I first met Bill when he was in the Coast Guard and stationed at Government Island, Oakland and I was assigned to a Marine Corps helicopter squadron at Naval Air Station, Alameda. We happened to be running the beach in Alameda at the same time and struck up a conversation, and our friendship developed from that point. When Bill was approached by a talent scout about doing some modeling, he thought it might be an interesting job so after his separation from the military, he left for Europe. A year later I also left Northern California after I separated from the Corps and moved to Carlsbad when a friend from my squadron offered me a job with his family’s health supplement business. The company was eventually bought out and I soon found myself working at a variety of low paying temporary jobs.
There would be eight people on the trek; Bill, myself, two men from England, two women from Australia and two women from Canada. Each person had their reason for being there and I figured that if they wanted me to know they would tell me. Our first meeting took place in the Nyali International Beach Hotel restaurant along the Mombasa seashore where we discussed our route and places of interest we’d like to see while looking at a large map.
The two men from England lived and worked in East Africa so they informed us of areas that were too dangerous to travel through, either because of civil unrest or dangerous terrain, but other than that we decided to keep our itinerary flexible and open to change if opportunities presented themselves along the way.
One of the places that the Australian women wanted to see was Mount Kenya before we crossed the border into Uganda, so we left the next morning for the second highest mountain in Africa, Kilimanjaro being the first, Point Lenana on Mount Kenya that rises 16,355 feet above sea level. We checked into the Mount Kenya Safari Club in the early afternoon and after a discussion with the staff at the club, the women from Canada decided not to climb the mountain because they didn’t feel that they were physically fit enough for the ordeal.
The two English men were employed by the tour company as driver and mechanic and had made the climb several times before, so they passed as well. That left four of us, the two Australian women, Rosalie and Gwen, Bill and me. We met our Kenyan guide at Shipton’s camp who suggested that the Shirimon ascent route was the best to take during the fall season because the other routes were too muddy because of the recently ended rainy season.
We made good time, in fact too good, one of the problems of climbing too quickly is altitude sickness, I was feeling pretty good when we reached McKenna’s cabin at the end of the day, but I couldn’t say the same for my three companions. The plan was to leave at four ‘o’clock the next morning so we could arrive at Point Lenana before the fog rolled up from the valley below and obscured the mountain peaks, this happened right after sunrise. I was feeling pretty good until the women started getting sick that night and after several hours of listening to them vomiting, I was feeling queasy.

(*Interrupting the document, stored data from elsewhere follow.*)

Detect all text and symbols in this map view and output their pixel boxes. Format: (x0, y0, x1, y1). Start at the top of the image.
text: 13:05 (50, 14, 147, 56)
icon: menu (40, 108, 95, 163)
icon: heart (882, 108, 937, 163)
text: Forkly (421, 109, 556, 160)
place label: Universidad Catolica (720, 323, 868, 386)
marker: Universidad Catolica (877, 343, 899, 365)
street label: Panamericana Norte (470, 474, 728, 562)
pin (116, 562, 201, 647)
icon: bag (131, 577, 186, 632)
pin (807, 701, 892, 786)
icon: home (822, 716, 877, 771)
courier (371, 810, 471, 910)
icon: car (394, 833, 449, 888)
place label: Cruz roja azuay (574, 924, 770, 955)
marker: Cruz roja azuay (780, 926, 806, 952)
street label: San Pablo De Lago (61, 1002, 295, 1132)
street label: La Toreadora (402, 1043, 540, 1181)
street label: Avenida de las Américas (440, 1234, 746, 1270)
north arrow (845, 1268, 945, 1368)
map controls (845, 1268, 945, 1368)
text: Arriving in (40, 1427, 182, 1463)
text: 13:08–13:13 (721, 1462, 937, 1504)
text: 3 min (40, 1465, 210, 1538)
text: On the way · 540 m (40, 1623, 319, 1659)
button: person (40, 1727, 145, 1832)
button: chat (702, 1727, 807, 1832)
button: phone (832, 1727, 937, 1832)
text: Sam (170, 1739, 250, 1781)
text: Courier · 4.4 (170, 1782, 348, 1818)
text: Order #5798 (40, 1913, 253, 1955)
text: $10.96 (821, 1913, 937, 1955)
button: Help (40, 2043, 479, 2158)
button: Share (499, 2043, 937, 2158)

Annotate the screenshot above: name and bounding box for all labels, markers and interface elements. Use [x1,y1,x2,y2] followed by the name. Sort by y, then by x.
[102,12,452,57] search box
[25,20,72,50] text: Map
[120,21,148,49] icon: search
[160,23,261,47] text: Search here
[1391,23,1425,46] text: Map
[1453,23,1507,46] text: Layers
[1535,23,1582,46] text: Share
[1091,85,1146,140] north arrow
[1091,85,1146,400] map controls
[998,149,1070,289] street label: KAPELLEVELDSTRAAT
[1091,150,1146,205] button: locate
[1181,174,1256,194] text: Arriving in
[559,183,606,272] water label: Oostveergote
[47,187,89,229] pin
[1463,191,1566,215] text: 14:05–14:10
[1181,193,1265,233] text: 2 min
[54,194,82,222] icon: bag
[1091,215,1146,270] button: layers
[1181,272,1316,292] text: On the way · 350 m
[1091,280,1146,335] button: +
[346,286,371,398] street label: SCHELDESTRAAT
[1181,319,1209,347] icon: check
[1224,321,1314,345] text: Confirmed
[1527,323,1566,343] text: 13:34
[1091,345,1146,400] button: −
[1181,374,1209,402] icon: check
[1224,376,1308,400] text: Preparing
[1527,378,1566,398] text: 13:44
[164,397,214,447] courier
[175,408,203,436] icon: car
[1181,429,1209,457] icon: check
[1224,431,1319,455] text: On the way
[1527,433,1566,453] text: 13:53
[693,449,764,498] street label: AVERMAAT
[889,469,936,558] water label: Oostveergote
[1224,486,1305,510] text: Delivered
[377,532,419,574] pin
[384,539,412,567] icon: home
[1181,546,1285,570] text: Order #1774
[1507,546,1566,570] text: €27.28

The guide didn’t have to wake me up when it was time to leave for I had only slept a couple of hours and I was aggravated as well.
I looked over at Bill who was lying in the cot next to me, “Are you sure you want to do this?”
He grumbled. “No, but we came this far so we might as well finish it.”
That’s the last thing I expected to hear because I knew Bill wasn’t feeling that well either so I figured he would want to go back down the mountain, but he fooled me, so now the responsibility of giving up fell on my shoulders. If Bill was going up then so was I, the women were too weak to continue.
I turned to Rosalie who was curled up in ball and moaning softly, “Rest, you’ll feel a lot better when we head back down.”
Rosalie whimpered, “I hope so.”
I wasn’t sure if she would actually feel better when we left the higher altitude, but I couldn’t think of anything else to say. Bill, myself and the guide left at zero four hundred hours in the pitch blackness while I cursed under my breath. I was conflicted because I didn’t know whether I was mad because I was doing this or because I considered giving up. The trail was marked, well- traveled and extremely steep so we made sure we stayed close behind the guide who had the only flashlight and any misstep could be fatal or extremely painful.
As the sun began to peek over the horizon, I could see why it was so important to leave early as the morning fog was slowly dissipating along the valley floor thousands of feet below us. As we climbed higher, it was almost as if we were walking above the clouds and the only sounds were those of our boots shuffling along the rocky trail and our labored breathing. I was mesmerized by my surroundings and while my body was physically struggling, my mind and soul experienced a sense of freedom and euphoria. My thoughts and feelings soared and I was totally in the moment, unrestrained by the simple laws of gravity and human reasoning.
By the time we reached Point Lenana, an orange globe of illumination was visible on the horizon and our timing was impeccable because the fog was now gone and the valley had been transformed into a multi -colored collage of fiery reds, various blues, deep greens, and bright yellows, each one magnified a hundred times over. The rays of sunlight touched my face with warmth and in that precise moment there was no other place in the world that I would have chosen to be.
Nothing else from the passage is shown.